TRY IT
Filter the entries that follow, copying every line in which the word "lineWidth" appears.
________________________________________
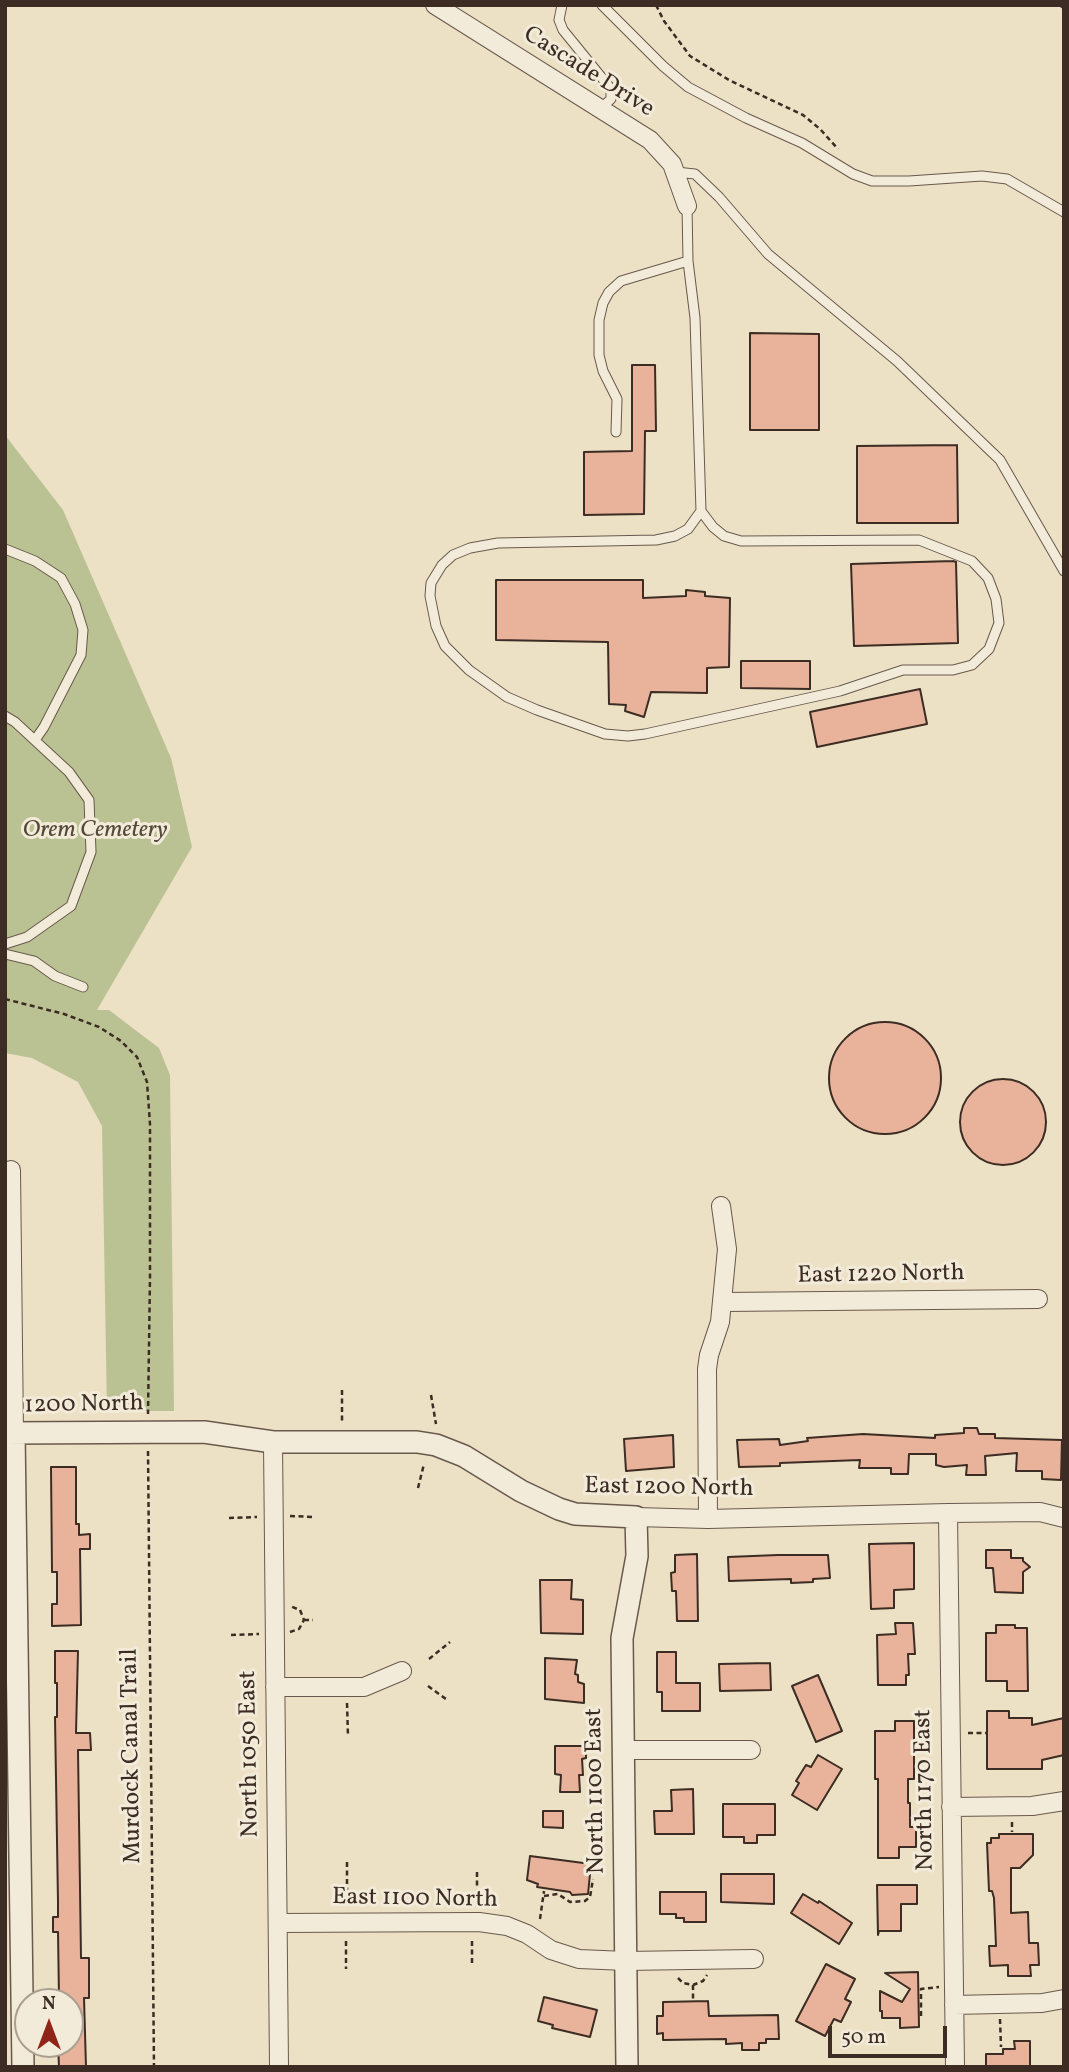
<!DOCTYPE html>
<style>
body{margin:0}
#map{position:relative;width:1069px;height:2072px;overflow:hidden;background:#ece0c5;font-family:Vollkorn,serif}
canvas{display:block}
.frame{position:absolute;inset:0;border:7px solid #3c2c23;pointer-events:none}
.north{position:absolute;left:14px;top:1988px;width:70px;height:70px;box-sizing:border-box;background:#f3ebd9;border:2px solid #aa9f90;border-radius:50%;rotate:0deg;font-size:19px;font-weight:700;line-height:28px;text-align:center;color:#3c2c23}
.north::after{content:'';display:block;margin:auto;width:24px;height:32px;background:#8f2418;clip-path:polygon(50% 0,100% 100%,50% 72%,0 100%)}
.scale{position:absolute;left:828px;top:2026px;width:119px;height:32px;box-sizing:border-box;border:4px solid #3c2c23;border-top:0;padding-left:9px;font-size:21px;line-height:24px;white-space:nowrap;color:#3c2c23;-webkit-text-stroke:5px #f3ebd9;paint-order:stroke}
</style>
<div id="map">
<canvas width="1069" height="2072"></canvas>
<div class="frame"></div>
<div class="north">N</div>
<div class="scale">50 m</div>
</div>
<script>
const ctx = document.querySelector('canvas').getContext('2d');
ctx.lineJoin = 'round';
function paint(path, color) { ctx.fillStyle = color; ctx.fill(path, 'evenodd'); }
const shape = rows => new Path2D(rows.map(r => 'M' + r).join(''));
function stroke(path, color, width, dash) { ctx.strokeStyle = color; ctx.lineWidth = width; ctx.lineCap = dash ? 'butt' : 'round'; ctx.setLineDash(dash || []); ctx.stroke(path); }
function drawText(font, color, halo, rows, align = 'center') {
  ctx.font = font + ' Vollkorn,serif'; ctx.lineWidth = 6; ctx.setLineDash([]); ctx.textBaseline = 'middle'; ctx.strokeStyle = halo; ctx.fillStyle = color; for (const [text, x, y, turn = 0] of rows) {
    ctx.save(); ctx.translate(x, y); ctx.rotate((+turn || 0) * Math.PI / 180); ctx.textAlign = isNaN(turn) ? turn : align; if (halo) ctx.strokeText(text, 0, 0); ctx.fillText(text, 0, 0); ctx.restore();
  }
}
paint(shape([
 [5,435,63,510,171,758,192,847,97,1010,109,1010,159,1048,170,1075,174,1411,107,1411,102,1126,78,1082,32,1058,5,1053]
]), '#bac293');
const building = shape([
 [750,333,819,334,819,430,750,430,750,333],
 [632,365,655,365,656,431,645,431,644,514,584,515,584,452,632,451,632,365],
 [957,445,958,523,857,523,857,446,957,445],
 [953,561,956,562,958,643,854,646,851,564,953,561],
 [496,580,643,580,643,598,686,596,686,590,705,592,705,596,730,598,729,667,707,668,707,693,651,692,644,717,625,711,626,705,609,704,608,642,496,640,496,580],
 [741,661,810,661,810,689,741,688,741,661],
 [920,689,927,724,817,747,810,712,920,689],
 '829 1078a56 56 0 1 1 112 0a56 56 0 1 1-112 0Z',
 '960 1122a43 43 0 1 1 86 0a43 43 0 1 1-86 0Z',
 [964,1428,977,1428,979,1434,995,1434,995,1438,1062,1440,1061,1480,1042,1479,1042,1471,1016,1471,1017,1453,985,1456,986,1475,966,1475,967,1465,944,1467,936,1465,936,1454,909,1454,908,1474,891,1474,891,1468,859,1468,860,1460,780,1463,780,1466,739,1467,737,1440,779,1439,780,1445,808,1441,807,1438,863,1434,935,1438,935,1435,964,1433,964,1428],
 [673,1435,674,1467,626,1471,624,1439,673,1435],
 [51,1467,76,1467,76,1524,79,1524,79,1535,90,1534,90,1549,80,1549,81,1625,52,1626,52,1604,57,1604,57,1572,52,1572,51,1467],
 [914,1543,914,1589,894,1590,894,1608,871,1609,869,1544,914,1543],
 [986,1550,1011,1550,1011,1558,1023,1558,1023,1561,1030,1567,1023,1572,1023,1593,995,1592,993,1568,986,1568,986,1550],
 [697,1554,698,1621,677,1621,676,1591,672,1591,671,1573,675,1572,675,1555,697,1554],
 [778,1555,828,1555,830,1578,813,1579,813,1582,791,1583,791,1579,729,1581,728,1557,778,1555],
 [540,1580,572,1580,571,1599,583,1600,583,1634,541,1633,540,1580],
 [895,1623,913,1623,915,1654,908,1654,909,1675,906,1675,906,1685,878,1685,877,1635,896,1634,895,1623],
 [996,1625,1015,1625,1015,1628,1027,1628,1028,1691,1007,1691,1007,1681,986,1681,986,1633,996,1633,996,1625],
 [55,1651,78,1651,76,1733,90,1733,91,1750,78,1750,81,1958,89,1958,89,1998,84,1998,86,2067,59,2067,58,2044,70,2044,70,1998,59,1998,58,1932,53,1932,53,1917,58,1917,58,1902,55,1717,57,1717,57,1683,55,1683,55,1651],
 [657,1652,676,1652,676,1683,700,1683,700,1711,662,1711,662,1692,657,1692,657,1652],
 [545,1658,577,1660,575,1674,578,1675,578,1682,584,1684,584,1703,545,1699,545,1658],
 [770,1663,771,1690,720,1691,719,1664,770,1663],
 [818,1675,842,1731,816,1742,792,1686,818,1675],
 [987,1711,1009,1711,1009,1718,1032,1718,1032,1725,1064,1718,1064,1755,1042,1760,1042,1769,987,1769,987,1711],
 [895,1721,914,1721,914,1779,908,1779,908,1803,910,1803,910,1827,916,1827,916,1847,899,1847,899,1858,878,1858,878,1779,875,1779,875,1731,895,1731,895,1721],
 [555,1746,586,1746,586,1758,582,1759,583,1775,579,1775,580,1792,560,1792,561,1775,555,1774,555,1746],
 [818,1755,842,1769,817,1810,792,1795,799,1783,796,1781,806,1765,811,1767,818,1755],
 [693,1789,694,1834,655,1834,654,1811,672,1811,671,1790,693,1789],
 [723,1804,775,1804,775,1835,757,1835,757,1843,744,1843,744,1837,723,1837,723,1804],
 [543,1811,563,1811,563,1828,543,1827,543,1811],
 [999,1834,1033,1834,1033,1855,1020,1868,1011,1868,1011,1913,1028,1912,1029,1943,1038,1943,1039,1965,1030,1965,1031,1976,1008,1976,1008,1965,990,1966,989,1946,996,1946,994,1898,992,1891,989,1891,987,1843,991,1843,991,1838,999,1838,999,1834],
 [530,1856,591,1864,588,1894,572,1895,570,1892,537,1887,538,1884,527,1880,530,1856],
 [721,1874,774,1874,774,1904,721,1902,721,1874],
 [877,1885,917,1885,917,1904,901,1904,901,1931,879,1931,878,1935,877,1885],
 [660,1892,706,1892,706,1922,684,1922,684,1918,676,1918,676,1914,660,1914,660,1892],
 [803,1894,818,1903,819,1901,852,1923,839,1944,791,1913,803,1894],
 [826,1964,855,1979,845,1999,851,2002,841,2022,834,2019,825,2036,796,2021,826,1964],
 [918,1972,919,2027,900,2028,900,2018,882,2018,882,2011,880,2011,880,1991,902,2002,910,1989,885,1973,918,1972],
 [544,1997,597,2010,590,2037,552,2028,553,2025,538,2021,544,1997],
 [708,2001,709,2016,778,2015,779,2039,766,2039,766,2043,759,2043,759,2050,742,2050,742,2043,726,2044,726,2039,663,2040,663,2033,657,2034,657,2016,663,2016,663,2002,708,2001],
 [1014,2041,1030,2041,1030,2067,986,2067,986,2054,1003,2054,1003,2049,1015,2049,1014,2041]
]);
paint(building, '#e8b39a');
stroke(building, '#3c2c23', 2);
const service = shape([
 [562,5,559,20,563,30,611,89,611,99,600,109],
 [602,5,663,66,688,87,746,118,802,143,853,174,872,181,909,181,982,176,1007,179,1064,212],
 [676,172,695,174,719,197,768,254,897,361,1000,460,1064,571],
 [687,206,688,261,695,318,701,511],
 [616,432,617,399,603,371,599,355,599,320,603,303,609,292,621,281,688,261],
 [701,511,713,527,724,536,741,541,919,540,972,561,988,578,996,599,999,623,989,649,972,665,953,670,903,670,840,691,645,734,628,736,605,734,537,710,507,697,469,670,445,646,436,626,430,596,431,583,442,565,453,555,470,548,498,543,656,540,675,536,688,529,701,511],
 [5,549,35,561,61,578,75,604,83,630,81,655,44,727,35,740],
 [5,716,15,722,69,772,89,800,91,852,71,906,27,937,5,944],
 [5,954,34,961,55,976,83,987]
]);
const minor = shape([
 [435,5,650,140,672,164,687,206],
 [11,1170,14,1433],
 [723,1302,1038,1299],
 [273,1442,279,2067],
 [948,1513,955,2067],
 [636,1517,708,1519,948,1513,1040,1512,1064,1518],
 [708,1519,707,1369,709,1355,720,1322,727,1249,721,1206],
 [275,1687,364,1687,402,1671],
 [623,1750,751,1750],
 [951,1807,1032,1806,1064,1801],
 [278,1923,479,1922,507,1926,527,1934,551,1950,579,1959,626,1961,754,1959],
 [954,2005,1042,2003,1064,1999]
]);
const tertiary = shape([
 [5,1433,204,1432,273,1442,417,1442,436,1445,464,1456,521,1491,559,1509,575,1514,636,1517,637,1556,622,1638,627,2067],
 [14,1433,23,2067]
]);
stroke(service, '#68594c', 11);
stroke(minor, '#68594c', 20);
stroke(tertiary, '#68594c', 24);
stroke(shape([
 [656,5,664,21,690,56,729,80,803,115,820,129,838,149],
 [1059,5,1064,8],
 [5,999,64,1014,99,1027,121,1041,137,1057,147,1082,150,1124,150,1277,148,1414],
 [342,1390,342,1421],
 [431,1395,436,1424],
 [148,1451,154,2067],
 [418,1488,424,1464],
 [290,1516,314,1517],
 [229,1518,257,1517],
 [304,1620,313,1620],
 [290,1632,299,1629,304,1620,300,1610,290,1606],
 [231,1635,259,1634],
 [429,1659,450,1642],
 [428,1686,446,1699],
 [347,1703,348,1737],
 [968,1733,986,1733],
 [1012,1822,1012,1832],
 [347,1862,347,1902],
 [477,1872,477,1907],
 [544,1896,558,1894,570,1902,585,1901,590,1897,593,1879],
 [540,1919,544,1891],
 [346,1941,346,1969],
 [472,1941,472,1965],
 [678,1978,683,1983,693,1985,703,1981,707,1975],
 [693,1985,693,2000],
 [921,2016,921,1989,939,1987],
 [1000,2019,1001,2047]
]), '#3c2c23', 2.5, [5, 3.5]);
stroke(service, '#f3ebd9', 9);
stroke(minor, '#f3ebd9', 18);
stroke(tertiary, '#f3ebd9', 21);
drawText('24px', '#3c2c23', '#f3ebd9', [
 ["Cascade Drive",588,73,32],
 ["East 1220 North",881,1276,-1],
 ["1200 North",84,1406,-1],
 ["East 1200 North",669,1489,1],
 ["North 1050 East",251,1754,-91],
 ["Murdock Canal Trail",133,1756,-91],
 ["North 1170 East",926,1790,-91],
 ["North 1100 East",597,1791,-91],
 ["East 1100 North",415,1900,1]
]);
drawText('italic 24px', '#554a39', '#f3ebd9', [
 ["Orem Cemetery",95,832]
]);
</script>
________________________________________
SOLUTION
function stroke(path, color, width, dash) { ctx.strokeStyle = color; ctx.lineWidth = width; ctx.lineCap = dash ? 'butt' : 'round'; ctx.setLineDash(dash || []); ctx.stroke(path); }
  ctx.font = font + ' Vollkorn,serif'; ctx.lineWidth = 6; ctx.setLineDash([]); ctx.textBaseline = 'middle'; ctx.strokeStyle = halo; ctx.fillStyle = color; for (const [text, x, y, turn = 0] of rows) {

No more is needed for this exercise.